Problem details> Would you copy out each line of the records below that includes the word "stream"?

Dataset entries
########################################

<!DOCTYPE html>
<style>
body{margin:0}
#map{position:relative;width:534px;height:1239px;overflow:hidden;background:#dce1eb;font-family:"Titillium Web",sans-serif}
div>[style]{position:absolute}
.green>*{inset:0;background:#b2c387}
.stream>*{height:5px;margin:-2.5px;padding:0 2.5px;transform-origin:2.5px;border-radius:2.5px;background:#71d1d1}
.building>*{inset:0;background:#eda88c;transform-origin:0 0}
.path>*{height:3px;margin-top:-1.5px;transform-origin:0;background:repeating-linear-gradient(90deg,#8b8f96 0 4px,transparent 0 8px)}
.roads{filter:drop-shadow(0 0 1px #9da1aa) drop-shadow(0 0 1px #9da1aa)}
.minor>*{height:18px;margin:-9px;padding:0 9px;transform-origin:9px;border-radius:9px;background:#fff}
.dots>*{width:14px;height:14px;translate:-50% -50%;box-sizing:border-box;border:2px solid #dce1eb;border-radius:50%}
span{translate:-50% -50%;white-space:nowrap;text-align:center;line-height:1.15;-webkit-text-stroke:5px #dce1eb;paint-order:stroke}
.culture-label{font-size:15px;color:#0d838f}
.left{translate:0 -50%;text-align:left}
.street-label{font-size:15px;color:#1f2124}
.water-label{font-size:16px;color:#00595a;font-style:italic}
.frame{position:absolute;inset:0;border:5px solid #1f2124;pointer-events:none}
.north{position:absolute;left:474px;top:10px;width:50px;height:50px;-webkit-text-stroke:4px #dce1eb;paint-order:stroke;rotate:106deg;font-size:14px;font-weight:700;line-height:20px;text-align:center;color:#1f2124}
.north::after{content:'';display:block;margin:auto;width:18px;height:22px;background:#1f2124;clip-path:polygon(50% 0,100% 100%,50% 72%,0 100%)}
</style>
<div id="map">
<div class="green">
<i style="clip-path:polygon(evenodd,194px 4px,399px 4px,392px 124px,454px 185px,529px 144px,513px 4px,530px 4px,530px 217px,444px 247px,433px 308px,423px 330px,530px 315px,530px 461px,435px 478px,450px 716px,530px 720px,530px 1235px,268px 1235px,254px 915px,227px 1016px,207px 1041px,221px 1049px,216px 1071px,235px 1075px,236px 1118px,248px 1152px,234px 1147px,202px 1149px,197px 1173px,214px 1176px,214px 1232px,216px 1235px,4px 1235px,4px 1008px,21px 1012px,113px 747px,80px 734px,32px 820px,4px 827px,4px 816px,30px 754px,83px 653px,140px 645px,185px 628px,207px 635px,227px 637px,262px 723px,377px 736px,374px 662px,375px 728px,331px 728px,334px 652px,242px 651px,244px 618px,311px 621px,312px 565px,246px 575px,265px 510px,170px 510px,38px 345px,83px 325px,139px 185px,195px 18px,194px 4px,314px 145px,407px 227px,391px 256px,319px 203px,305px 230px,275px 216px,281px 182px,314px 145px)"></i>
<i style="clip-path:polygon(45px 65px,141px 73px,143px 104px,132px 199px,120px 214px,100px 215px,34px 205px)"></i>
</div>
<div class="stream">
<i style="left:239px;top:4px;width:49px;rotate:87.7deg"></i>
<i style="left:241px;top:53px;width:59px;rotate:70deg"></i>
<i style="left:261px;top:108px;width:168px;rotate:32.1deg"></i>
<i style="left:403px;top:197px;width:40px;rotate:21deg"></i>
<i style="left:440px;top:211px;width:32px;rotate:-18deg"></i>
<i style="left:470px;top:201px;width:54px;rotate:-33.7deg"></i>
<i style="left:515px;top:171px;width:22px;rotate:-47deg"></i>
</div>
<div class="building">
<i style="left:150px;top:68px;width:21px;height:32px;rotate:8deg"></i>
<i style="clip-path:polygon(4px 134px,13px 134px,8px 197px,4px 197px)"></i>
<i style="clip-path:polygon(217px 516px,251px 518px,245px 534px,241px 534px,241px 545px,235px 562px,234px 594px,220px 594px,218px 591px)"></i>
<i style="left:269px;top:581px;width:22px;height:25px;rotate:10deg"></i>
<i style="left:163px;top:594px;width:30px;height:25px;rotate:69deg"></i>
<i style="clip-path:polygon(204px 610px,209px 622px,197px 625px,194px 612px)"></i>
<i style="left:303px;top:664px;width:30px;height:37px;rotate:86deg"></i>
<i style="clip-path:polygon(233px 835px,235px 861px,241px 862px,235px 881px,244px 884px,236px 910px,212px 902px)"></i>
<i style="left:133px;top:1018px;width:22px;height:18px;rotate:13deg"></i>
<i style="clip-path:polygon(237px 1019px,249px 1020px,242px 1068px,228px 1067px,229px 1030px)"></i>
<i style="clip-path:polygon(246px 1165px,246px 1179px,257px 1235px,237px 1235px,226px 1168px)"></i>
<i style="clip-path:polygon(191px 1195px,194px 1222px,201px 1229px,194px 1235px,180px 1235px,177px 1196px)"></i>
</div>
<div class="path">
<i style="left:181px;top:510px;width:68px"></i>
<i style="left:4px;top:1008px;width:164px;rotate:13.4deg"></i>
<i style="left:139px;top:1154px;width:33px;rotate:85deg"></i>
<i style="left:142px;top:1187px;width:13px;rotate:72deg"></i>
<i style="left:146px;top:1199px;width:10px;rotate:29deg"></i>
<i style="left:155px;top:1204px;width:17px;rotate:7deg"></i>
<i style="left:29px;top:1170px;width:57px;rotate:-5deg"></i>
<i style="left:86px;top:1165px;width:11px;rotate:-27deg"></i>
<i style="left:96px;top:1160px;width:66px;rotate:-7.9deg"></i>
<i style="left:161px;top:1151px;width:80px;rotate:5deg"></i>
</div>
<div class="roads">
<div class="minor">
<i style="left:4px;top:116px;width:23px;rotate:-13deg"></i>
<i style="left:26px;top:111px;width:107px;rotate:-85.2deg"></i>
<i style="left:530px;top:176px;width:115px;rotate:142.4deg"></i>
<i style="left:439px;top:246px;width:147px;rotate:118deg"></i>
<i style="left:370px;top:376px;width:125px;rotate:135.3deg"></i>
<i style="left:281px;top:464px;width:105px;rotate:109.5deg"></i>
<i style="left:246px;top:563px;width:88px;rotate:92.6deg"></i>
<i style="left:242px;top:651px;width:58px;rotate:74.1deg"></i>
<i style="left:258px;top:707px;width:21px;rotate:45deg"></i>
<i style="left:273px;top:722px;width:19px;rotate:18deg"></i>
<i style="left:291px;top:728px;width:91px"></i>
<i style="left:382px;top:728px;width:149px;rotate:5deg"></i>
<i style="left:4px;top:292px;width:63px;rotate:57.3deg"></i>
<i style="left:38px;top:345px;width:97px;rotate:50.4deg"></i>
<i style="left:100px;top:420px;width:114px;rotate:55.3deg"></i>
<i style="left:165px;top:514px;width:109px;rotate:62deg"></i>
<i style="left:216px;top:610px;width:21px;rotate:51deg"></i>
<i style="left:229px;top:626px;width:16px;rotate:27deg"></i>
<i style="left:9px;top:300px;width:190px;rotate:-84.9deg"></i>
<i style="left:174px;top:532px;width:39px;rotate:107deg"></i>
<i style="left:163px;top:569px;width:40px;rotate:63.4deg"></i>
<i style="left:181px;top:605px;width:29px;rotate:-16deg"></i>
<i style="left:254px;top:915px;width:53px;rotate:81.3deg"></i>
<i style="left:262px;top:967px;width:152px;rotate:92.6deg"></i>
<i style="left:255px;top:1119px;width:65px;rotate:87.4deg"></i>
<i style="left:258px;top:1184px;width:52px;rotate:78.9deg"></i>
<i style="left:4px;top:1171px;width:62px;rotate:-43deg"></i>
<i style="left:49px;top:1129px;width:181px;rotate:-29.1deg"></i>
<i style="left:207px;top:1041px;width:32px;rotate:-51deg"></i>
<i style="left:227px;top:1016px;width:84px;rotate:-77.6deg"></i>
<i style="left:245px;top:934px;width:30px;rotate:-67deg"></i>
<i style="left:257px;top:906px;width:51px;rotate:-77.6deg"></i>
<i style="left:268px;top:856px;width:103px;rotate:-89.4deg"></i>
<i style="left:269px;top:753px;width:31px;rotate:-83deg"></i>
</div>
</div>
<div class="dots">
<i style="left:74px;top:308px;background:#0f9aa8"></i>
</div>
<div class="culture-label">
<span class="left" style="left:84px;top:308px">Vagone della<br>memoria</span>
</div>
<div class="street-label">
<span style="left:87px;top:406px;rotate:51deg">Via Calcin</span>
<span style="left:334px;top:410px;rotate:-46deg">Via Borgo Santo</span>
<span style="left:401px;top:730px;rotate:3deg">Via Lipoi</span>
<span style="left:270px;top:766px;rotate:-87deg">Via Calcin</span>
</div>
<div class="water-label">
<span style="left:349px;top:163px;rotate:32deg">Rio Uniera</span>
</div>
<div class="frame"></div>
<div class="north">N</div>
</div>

########################################

Result of the task>
.stream>*{height:5px;margin:-2.5px;padding:0 2.5px;transform-origin:2.5px;border-radius:2.5px;background:#71d1d1}
<div class="stream">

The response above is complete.